Quelle-Insolvenz

Otto Versand kauft die Markenrechte von Quelle

Neben der Marke Quelle sichert sich der Hamburger Versandhauskonzern auch das Russland-Geschäft des insolventen Konkurrenten.

Hamburg. Der Hamburger Versandhauskonzern Otto hat sich die Rechte an den Marken Quelle und Privileg gesichert. Außerdem übernimmt Otto das Russland-Geschäft des zahlungsunfähigen Fürther Konkurrenten und baut damit seine Führungsposition auf dem osteuropäischen Wachstumsmarkt aus. Otto habe sich in einem offenen Bieterverfahren gegen zahlreiche Konkurrenten durchgesetzt, berichtete der Quelle-Insolvenzverwalter Klaus Hubert Görg. Über den Kaufpreis sei Stillschweigen vereinbart worden.

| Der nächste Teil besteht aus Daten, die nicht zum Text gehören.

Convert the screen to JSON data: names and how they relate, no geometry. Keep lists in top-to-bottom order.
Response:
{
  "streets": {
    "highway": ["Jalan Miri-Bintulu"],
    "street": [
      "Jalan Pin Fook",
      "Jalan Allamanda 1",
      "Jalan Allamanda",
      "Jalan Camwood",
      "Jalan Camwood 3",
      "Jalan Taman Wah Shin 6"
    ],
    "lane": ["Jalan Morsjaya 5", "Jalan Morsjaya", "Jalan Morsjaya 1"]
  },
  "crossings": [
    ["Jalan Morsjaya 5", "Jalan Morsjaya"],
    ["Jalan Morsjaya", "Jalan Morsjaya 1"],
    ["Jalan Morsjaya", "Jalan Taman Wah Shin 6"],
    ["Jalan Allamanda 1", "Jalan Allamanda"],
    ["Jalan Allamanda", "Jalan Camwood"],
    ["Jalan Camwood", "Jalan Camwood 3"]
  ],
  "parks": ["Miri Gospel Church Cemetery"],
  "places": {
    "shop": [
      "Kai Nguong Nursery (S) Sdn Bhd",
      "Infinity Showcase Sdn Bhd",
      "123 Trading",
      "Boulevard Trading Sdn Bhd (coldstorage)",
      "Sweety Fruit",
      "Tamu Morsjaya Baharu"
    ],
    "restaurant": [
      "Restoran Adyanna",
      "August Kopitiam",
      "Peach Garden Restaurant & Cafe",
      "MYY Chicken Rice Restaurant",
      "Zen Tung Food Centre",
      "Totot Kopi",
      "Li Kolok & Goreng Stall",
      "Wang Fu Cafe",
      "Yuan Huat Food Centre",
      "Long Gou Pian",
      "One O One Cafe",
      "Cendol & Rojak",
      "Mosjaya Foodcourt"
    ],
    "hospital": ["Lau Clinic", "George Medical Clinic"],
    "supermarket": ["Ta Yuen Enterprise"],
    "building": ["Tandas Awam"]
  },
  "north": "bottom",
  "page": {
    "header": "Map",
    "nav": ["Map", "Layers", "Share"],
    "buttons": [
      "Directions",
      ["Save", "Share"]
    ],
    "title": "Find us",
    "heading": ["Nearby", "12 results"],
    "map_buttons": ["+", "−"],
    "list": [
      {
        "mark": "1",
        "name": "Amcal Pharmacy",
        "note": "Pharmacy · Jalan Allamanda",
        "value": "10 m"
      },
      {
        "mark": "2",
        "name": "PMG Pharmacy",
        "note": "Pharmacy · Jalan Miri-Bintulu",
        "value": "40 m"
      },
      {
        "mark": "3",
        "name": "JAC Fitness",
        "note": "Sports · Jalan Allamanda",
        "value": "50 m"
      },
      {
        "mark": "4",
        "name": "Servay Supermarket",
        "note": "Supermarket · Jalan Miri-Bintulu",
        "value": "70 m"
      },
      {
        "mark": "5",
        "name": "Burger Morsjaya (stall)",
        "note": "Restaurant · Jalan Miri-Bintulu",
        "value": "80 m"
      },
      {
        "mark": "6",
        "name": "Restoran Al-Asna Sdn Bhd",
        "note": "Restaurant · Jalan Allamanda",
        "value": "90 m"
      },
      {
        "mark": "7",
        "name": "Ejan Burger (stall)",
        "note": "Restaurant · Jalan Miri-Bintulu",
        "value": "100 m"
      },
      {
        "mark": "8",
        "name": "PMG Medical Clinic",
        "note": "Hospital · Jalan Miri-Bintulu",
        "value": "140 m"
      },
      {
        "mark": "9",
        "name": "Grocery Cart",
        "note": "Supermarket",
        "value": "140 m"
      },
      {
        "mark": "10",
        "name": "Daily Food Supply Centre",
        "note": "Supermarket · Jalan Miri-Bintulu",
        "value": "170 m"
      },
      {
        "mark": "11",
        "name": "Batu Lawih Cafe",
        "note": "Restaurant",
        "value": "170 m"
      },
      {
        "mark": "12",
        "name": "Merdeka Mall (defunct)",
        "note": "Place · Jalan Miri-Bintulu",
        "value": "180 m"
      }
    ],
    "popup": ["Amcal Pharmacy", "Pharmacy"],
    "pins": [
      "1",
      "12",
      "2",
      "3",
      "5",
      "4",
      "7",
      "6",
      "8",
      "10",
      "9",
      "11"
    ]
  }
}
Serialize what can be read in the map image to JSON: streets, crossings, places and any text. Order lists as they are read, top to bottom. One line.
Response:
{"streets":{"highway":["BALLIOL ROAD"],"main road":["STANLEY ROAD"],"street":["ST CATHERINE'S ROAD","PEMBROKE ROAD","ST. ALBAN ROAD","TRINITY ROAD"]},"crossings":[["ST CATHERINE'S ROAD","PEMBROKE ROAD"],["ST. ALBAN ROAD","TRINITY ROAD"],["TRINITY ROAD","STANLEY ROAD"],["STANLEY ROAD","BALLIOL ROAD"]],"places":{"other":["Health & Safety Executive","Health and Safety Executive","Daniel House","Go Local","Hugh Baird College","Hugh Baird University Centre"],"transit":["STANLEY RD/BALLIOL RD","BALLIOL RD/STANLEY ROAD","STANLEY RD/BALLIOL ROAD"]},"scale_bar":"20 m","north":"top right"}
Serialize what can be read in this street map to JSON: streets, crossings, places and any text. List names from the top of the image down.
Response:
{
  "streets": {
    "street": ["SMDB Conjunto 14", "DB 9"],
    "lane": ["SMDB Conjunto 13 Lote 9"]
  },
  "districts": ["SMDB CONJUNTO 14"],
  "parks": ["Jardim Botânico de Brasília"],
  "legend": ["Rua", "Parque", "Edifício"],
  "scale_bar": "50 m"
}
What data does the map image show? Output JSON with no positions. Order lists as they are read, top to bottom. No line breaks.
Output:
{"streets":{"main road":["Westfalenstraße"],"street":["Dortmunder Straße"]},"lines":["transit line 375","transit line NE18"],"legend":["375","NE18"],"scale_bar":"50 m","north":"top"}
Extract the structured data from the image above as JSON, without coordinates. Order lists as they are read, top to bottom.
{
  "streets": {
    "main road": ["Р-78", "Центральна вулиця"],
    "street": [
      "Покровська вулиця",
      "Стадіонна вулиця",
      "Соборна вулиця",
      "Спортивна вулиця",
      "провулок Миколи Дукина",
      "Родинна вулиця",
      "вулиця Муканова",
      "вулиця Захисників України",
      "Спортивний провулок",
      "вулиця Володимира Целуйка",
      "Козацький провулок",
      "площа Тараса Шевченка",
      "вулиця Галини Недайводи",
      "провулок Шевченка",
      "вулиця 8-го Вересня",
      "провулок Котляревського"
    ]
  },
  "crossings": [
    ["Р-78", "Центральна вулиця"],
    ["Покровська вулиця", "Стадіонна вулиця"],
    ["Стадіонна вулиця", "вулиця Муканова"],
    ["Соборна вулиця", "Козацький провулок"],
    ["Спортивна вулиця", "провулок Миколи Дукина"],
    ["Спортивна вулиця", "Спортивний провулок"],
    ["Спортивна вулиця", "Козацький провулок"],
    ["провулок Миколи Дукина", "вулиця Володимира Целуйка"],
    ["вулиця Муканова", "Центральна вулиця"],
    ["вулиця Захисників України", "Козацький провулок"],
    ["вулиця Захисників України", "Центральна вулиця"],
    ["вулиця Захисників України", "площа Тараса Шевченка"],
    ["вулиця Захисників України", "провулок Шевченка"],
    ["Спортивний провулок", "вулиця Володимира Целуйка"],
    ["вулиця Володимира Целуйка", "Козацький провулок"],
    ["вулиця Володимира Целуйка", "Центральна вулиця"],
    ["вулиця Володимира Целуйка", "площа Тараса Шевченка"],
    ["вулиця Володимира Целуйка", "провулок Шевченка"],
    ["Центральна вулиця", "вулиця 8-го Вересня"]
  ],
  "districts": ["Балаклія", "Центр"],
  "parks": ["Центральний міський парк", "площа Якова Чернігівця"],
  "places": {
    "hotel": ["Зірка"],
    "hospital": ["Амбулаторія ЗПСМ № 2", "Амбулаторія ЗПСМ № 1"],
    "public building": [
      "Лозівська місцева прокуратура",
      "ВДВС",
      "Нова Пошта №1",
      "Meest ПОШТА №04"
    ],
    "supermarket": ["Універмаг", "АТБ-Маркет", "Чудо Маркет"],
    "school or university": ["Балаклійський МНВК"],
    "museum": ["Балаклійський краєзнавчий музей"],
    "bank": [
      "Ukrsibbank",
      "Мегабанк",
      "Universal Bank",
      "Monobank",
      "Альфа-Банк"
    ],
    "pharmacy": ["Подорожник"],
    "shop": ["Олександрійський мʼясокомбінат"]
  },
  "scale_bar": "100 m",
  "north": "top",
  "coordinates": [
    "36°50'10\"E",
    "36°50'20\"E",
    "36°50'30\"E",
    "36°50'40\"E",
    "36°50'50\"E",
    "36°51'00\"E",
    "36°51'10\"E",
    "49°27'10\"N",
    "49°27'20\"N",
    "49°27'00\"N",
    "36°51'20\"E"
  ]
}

Otto sicherte sich dabei nicht nur die Rechte an der Marke Quelle, sondern auch an deren Eigenmarken wie Privileg. Der Hamburger Versandhändler kann damit in Zukunft in Deutschland, Russland und weiteren mittel- und osteuropäischen Ländern die Marken, Logos und die meisten Internet-Domains des in Abwicklung befindlichen Konkurrenten nutzen. Nicht enthalten im Kaufvertrag sind die Marken Küchen Quelle und Foto-Quelle.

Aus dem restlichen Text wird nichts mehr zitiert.